Hurdacıların da sizinkine benzer bir
mesleği var. Onlarla bir ilişkiniz var mı? Onlardan malzeme alıyor musunuz?
Bazen insanlar o kadar ilgisiz ve bilgisiz
ki bizim Türk insanı, hani bunu aşağılamak anlamında söylemiyorum ama elindeki
malzemenin ne olduğunu bileyecek kadar bazen çok değerli bir eseri bile
hurdacıya verecek kadar önemsemeyen birisi. Dolayısıyla hurdacılar da
deerlendirebileceği yerler oralar bizleri bildikleri için bize getirir
satarlar. Böyle bir geri dönüşüm olabiliyor.
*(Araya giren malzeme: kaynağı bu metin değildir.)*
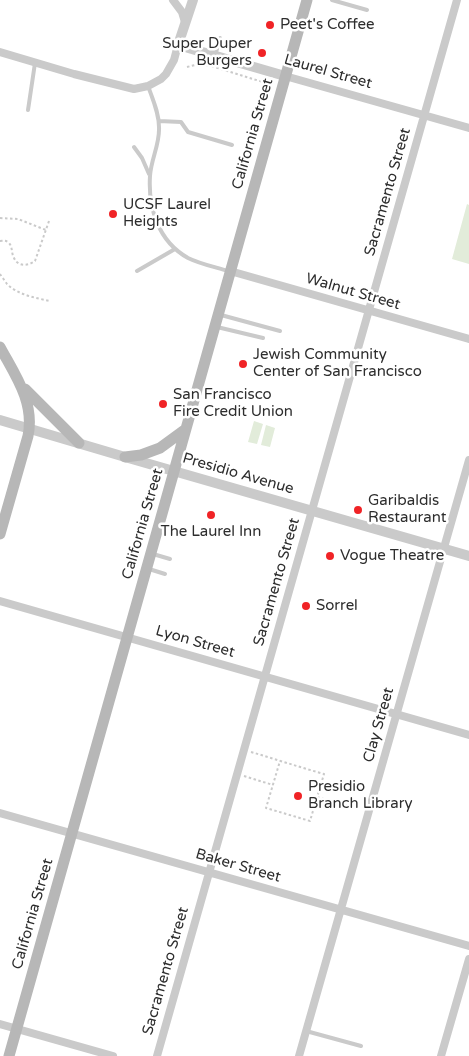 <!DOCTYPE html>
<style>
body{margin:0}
canvas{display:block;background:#fff}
</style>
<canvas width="469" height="1056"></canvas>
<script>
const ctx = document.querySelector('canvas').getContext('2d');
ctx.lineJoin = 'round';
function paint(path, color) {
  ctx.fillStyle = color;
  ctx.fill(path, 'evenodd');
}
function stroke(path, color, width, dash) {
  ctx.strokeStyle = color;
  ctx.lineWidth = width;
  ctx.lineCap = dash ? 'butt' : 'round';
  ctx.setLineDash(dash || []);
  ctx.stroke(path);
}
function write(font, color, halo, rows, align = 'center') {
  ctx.font = font + ' "Varela Round",sans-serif';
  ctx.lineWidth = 5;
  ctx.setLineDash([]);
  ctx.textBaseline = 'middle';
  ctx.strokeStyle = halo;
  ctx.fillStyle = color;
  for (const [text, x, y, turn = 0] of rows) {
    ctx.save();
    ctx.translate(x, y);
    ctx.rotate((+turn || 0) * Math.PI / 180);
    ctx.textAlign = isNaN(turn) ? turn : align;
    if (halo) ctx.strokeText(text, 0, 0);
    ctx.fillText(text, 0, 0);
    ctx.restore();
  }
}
paint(new Path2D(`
 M 467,204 L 469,205 L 469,264 L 452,259 Z
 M 254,421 L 263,424 L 257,444 L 248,442 Z
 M 266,425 L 275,428 L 270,447 L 261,445 Z`), '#e2ecda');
stroke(new Path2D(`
 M 187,67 L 199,64 L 211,66 L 266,83
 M 0,218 L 18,219 L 46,230
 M 0,241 C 3,241 5,240 8,242 C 13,246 11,253 14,258 C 18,267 28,266 35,261 L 49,221
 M 0,274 C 2,277 5,281 7,284 C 18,295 36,298 50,301
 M 251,752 C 275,759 299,767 324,774 L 310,821 L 266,808 L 280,761
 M 244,776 L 273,785
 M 317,797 L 360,809`), '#cacaca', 2, [2.5, 2.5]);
stroke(new Path2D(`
 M 332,0 L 367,10
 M 215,56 L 220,38
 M 148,86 C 153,100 159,113 159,127 C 160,144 151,159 150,176 C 148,208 158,241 188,258 C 200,264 215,267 228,271
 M 28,110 L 35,63
 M 159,121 L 181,122 L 188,132 L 232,145
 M 134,147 L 142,158 L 149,174
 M 137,271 L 175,249
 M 221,315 L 280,331
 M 217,327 L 263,338
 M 153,554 L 170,559
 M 149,569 L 165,574
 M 306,1031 L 361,1046`), '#cacaca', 4);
stroke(new Path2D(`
 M 173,0 L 182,12 L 185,22
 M 0,52 L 74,74 L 134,89 L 148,86 L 161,79 L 166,74 L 174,60 L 178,45
 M 285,76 L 469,128
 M 230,271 L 469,339
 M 0,601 L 469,735
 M 0,813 L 469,946
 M 0,1024 L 113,1056
 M 157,1056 L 457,0
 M 299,1056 L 469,460
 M 441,1056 L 469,959`), '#cacaca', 8);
stroke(new Path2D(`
 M 193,0 L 178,45 L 285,76
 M 0,420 L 125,457 L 469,556`), '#cacaca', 10);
stroke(new Path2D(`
 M 0,347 C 15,375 35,402 28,436 L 0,534
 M 25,389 L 79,443
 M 125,457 L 141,455 L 160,448 L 186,429
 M 9,1056 L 307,0`), '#b7b7b7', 11);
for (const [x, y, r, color] of [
 [270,25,5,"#f02326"],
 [262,53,5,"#f02326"],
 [113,214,5,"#f02326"],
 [243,364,5,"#f02326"],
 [163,404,5,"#f02326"],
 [358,510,5,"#f02326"],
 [211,515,5,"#f02326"],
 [330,556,5,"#f02326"],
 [306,606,5,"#f02326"],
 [298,796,5,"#f02326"]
]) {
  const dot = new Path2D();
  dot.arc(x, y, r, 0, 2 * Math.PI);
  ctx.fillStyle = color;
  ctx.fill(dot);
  stroke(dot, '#fff', 2);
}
write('15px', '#2d2d2d', '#fff', [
 ["Peet's Coffee",280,25],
 ["Super Duper",252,44,"right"],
 ["Burgers",252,61,"right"],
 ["UCSF Laurel",123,205],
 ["Heights",123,222],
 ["Jewish Community",253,355],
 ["Center of San Francisco",253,372],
 ["San Francisco",173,395],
 ["Fire Credit Union",173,412],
 ["Garibaldis",368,501],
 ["Restaurant",368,518],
 ["The Laurel Inn",211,532,"center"],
 ["Vogue Theatre",340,556],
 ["Sorrel",316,606],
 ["Presidio",308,787],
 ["Branch Library",308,804]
], 'left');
write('15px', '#2d2d2d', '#fff', [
 ["Laurel Street",328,72,16],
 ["California Street",253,134,-74],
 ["Sacramento Street",388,192,-74],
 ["Walnut Street",353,292,16],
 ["Presidio Avenue",238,474,16],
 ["California Street",143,524,-74],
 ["Sacramento Street",277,582,-74],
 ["Lyon Street",195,642,16],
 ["Clay Street",379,725,-74],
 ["Baker Street",238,866,16],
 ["California Street",33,914,-74],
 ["Sacramento Street",166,971,-74]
]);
</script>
Halbuki o verdiği eseri bize
getirse çok daha fazla para alabileceği
eserler olabiliyor ama o da hurdacının kismet diyelim.
Eğitiminizi ne üzerine yaptınız? Siz zevk için
mi bu işi yapıyorsunuz?
Bu alanla ilgili bir okul yok. Sanat Tarihi
okusanız da bu bambaşka bir alan. Antikacılık içinde yaşayarak öğrenebileceğiniz
bir şey. Ben hala öğreniyorum diyim çünkü öğrenmenin sonu yok. Bilmediğimiz çok
fazla eser var dolayısıyla içinde yaşıyarak öğreniyoruz. Bir de bir takım
bilgileri kitaptan edinebilirsiniz ama yeni mi eski mi olduğunu dokunarak ancak anlayabilirsiniz çünkü yeni
eserde de aynı özellikler var. Bir eserin antika olup olmadığını anlayabilmek
için dokunmak çok önemli bir duygu. Eski antika kıymetli bir eserde bulunan
bütün özelliklerin hepsi yeni eserde de oluyor. İşte o aradaki tek fark gözle
görülür fark yani o artık gözü eğitmekle alakalı, tecrübeyle alakalı.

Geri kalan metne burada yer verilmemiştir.